» What you need to do:
For the entries that follow, tally the lines holding the string "fabs". Give the total and nothing else.

» Material shown:
-- Opening Marker --

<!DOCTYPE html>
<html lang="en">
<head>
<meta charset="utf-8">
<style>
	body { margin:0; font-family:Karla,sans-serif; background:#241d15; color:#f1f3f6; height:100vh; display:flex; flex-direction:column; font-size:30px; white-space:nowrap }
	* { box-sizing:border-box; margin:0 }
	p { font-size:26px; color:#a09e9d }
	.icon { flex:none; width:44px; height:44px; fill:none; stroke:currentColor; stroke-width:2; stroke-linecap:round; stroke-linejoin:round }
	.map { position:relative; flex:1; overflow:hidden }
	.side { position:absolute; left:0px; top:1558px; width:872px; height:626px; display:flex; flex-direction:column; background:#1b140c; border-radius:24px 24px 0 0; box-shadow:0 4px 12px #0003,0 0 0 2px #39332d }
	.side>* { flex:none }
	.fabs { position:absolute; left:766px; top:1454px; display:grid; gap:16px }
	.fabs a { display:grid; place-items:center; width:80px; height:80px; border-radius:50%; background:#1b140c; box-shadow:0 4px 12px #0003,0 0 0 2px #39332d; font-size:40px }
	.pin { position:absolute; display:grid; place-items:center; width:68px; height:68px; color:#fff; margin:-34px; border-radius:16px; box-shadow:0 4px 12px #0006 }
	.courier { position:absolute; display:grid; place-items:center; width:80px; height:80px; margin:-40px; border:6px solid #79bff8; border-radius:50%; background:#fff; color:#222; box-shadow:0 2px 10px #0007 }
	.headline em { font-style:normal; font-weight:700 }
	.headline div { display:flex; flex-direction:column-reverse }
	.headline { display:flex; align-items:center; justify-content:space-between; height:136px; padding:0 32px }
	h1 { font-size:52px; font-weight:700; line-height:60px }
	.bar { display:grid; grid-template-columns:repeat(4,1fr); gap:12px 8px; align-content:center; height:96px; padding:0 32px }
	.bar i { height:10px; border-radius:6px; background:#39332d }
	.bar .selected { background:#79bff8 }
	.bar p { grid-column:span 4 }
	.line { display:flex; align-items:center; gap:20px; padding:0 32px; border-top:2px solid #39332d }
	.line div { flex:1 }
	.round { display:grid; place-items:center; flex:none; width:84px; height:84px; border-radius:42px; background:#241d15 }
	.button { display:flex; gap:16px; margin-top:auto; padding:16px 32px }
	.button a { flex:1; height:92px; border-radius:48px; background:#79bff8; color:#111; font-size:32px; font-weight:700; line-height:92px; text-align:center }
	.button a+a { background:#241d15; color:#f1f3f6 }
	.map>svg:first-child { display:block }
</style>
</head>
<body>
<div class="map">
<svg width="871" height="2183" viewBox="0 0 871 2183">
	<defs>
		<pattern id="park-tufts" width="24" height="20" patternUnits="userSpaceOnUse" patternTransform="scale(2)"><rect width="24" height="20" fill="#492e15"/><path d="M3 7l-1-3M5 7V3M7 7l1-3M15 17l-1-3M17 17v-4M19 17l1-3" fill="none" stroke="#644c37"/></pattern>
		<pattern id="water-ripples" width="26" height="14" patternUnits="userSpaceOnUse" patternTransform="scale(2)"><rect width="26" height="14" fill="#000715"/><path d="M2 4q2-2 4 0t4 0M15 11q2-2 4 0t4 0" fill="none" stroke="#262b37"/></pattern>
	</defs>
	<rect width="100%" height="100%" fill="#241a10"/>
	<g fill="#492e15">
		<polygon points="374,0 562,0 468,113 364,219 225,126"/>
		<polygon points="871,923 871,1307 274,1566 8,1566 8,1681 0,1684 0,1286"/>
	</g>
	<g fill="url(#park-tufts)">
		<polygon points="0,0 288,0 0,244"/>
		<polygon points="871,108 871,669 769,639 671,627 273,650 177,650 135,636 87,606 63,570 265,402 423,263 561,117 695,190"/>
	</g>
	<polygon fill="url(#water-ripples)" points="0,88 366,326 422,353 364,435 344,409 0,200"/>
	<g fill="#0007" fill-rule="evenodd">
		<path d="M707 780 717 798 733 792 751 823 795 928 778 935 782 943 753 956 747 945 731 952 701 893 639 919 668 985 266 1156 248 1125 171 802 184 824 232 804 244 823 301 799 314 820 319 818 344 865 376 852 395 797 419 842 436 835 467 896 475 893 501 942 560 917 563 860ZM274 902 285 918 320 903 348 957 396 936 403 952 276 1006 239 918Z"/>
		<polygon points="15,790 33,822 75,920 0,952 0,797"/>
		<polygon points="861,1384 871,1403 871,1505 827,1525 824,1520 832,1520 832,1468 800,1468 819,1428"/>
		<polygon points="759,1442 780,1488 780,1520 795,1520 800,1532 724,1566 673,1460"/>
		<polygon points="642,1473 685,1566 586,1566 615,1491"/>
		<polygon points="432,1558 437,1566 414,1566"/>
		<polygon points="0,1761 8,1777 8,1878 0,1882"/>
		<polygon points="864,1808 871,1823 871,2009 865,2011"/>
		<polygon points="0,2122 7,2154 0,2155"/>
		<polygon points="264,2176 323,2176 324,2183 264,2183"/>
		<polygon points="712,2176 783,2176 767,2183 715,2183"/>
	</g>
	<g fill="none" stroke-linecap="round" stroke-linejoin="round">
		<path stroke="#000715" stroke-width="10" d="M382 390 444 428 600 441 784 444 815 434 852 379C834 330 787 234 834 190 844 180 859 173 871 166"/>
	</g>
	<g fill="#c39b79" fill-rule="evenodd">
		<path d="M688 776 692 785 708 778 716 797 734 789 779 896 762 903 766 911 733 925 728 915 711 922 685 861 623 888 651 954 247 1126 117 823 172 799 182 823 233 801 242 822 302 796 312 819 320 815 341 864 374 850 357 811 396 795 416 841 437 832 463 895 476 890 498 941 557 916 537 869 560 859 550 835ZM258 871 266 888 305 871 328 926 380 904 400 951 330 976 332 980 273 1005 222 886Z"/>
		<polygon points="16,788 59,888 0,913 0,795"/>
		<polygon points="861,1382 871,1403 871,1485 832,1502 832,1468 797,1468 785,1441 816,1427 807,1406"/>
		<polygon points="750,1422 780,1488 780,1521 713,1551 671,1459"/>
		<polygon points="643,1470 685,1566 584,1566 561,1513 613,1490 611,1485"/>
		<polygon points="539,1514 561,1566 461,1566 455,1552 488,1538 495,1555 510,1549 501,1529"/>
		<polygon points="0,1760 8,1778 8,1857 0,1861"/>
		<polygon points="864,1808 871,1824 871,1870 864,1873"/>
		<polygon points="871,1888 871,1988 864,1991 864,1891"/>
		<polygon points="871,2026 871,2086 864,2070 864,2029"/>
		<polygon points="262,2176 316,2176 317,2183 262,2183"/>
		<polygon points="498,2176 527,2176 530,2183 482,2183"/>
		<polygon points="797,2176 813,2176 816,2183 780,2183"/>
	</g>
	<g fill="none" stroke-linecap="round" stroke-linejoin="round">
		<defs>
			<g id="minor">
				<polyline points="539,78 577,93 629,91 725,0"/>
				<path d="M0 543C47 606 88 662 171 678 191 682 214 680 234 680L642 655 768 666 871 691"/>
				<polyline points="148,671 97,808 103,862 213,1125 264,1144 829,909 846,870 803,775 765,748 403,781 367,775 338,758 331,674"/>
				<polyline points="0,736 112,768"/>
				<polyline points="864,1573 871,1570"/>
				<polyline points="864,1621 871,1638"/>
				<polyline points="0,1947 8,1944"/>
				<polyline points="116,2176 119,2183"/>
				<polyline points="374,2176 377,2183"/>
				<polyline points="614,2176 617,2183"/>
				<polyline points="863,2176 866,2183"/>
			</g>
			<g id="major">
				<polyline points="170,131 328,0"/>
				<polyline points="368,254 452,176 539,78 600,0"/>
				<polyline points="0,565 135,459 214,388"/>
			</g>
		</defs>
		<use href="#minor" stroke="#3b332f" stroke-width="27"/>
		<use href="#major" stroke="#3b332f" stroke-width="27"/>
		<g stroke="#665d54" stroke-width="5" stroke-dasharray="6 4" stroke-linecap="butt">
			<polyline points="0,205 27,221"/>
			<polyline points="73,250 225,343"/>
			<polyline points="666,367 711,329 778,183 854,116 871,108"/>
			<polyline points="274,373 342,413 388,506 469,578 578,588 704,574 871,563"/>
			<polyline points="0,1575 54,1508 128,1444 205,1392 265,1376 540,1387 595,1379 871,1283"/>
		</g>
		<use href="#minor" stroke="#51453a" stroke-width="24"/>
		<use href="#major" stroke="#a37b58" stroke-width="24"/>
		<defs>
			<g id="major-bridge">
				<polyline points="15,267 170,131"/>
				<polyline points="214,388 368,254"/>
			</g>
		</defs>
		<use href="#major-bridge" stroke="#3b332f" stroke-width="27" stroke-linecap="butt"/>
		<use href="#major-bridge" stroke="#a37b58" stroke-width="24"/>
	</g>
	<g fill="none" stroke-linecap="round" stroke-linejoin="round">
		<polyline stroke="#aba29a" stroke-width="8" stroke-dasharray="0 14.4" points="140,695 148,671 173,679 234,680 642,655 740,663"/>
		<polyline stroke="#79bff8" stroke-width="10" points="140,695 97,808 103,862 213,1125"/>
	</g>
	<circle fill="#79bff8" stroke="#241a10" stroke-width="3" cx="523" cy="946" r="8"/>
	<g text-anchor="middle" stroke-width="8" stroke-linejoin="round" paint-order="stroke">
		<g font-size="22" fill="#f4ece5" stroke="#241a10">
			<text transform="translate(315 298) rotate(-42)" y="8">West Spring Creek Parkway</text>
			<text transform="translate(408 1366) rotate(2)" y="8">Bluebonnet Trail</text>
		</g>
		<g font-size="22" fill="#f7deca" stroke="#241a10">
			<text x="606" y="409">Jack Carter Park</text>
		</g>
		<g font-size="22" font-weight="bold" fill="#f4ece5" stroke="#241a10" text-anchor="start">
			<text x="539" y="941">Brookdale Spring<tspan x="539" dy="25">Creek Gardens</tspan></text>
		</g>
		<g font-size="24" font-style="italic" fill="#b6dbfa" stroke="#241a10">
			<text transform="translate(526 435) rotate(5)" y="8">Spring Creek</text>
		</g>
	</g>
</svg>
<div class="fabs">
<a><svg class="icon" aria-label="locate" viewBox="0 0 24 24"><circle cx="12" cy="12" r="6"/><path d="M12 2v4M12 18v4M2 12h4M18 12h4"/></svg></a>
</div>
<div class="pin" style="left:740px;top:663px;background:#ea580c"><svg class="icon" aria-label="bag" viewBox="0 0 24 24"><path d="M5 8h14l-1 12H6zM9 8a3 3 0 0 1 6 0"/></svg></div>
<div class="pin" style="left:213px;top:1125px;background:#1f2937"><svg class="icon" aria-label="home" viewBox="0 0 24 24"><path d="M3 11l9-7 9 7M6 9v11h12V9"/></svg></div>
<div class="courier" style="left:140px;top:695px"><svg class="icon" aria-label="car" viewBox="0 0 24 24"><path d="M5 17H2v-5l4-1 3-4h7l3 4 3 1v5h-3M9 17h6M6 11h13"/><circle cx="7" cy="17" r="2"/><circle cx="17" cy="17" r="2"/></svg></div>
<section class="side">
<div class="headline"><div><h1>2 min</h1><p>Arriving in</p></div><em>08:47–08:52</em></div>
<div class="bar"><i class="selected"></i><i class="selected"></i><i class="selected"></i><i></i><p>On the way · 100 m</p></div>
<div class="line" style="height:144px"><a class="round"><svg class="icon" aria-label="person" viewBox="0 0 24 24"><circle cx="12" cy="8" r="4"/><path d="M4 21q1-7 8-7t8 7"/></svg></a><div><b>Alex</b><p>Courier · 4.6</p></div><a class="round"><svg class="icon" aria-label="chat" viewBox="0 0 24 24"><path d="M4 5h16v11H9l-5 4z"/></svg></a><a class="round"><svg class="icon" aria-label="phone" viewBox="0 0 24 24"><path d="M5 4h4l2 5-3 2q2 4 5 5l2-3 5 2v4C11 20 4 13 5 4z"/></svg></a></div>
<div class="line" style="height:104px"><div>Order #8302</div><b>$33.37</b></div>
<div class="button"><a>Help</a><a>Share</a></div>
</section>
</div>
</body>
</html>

-- Closing Marker --

» Response to the task:
3